Carbon dioxide, in the form of bicarbonate ion (HCO3-), is activated by the biotin cofactor forming carboxy biotin which reacts with ammonia to give carbamic acid; the next reaction uses ATP to transfer a phosphate onto the carbamic acid forming carbamyl phosphate and ADP (the conversion of ATP into ADP is the driving force for obtaining carboxybiotine). This phase is catalyzed by carbamyl phosphate synthetase and occurs in the mitochondrion. Carbamyl phosphate and ornithine are substrates for the enzyme ornithine trans carbamylase which converts them to citrulline; this reaction occurs in the mitochondria (hepatocytes). The citrulline produced leaves the mitochondrion and, in the cytoplasm, goes under the "action of"arginine succinate synthetase: there is the fusion between the carbonaceous skeleton of citrulline and that of an aspartate through a nucleophilic attack and subsequent elimination of water. The arginine succinate synthetase enzyme requires an ATP molecule so there is an energetic coupling: the hydrolysis of the ATP to AMP and pyrophosphate (the latter is then converted into two molecules of orthophosphate) occurs by the expulsion of a molecule d "water from the substrate and not by the action of the water of the medium.

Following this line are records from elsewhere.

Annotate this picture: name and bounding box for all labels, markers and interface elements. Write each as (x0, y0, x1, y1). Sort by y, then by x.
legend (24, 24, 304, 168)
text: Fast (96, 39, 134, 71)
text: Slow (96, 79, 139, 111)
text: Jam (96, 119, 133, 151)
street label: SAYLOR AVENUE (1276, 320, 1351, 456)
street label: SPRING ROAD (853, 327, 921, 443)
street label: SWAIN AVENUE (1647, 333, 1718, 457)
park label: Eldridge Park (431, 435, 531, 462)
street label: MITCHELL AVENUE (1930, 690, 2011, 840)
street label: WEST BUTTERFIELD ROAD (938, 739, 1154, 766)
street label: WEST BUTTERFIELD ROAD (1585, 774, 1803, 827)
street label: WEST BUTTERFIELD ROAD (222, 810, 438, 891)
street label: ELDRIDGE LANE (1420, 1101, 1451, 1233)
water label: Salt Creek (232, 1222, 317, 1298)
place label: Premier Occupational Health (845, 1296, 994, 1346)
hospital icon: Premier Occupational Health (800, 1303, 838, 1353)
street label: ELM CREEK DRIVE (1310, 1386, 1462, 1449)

The "next enzyme is the"arginine succinase: this enzyme is able to split arginine succinate into arginine and fumarate within the cytoplasm.
The urea cycle is completed by the enzyme arginase: urea and ornithine are obtained; urea is disposed of by the kidneys (urine) while ornithine returns to the mitochondrion and resumes the cycle.

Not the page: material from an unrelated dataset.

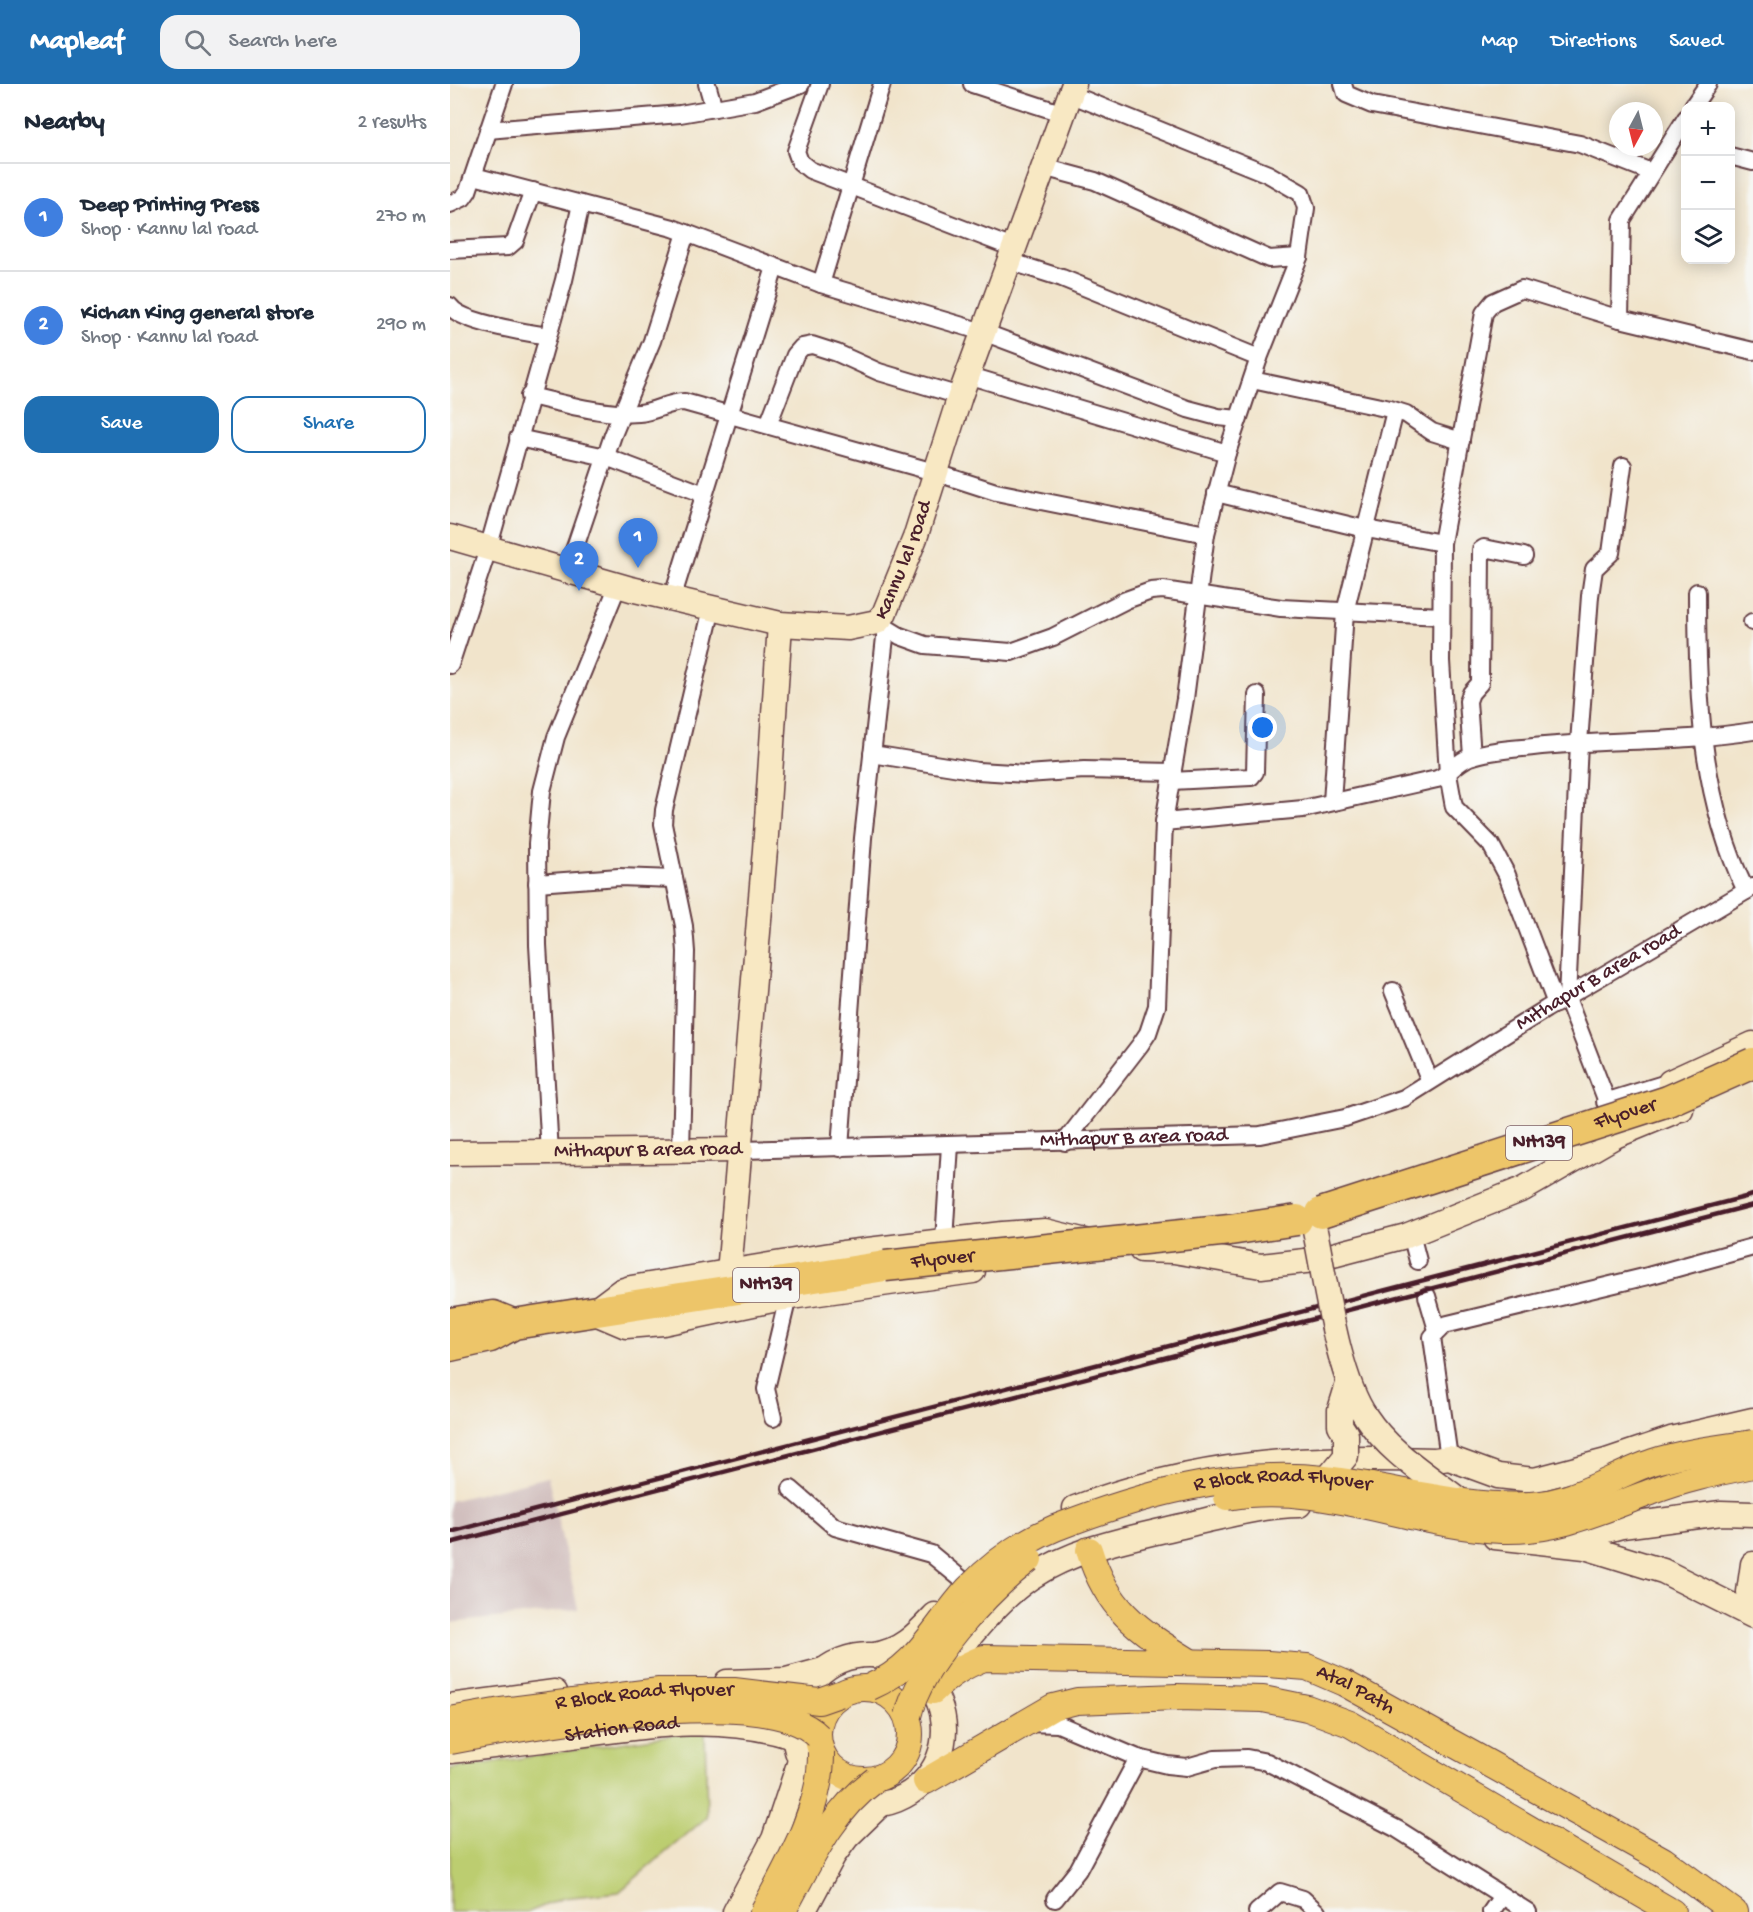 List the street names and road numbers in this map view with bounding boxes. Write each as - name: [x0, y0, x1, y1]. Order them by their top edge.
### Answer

The urea cycle is subject to indirect modulation by arginine: the accumulation of arginine indicates that the urea cycle must be speeded up; the modulation of arginine is indirect because arginine positively modulates the acetyl glutamate synthetase enzyme. The latter is able to transfer an acetyl group on the nitrogen of a glutamate: N-acetyl glutamate is formed which is a direct modulator of the carbamyl-phospho synthetase enzyme.
Arginine accumulates as a metabolite of the urea cycle if the production of carbamyl phosphate is not sufficient to dispose of the ornithine.

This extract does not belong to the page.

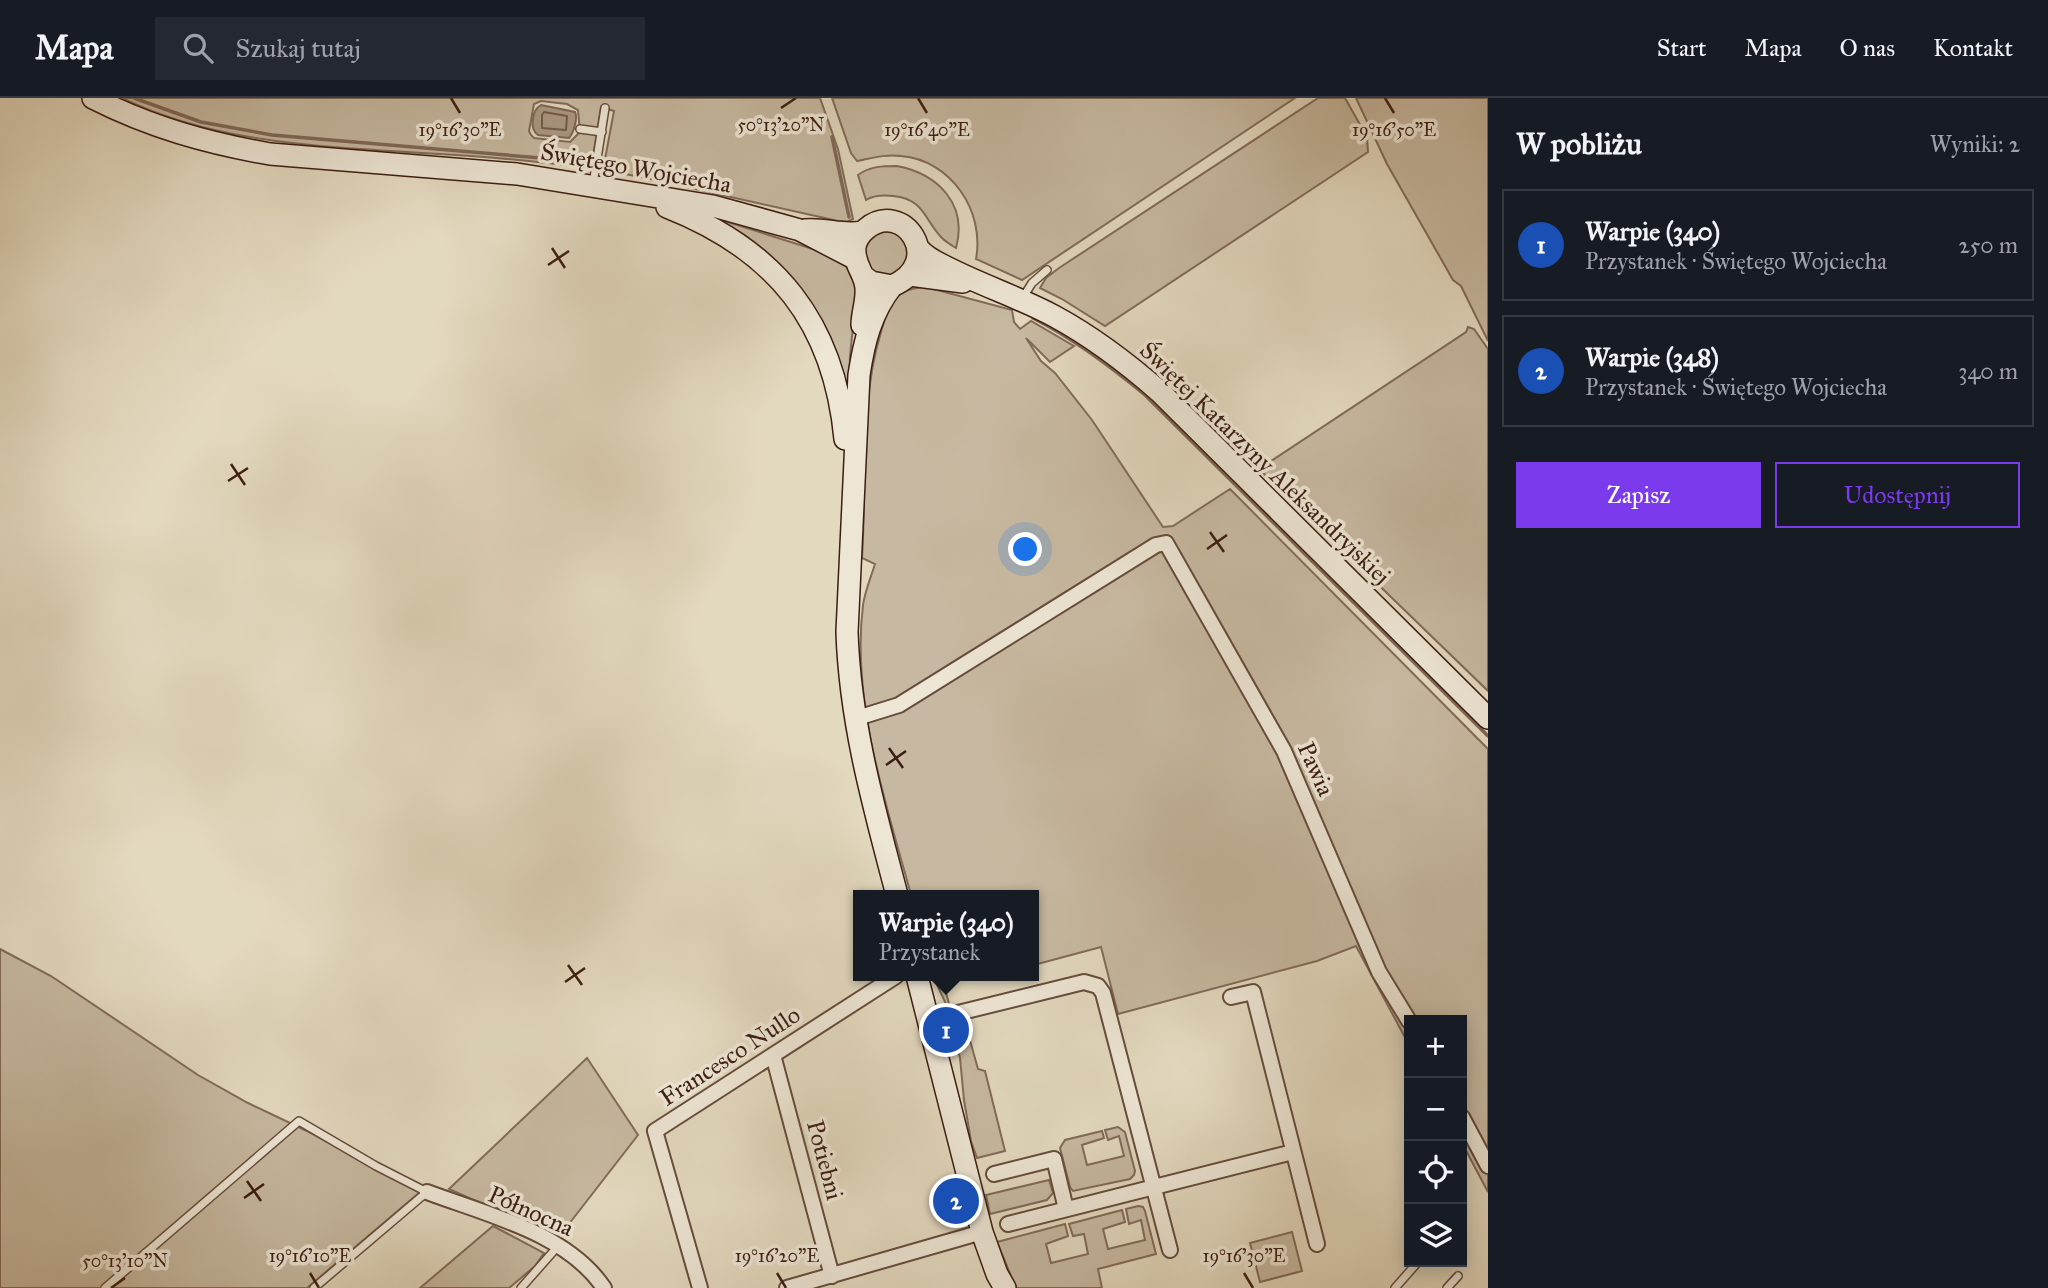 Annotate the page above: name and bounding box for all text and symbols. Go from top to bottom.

Urea is produced only in the liver but there are other sites where the initial reactions take place.
The brain and muscles use special strategies to eliminate amino groups. The brain uses a very efficient method in which an enzyme is used glutamine synthetase and an enzyme glutamase: the first is present in neurons, while the second is found in the liver. This mechanism is very efficient for two reasons:
Two amino groups are transported from the brain to the liver in a single vehicle;
Glutamine is much less toxic than glutamate (glutamate also carries out neuronal transfer and must not exceed the physiological concentration).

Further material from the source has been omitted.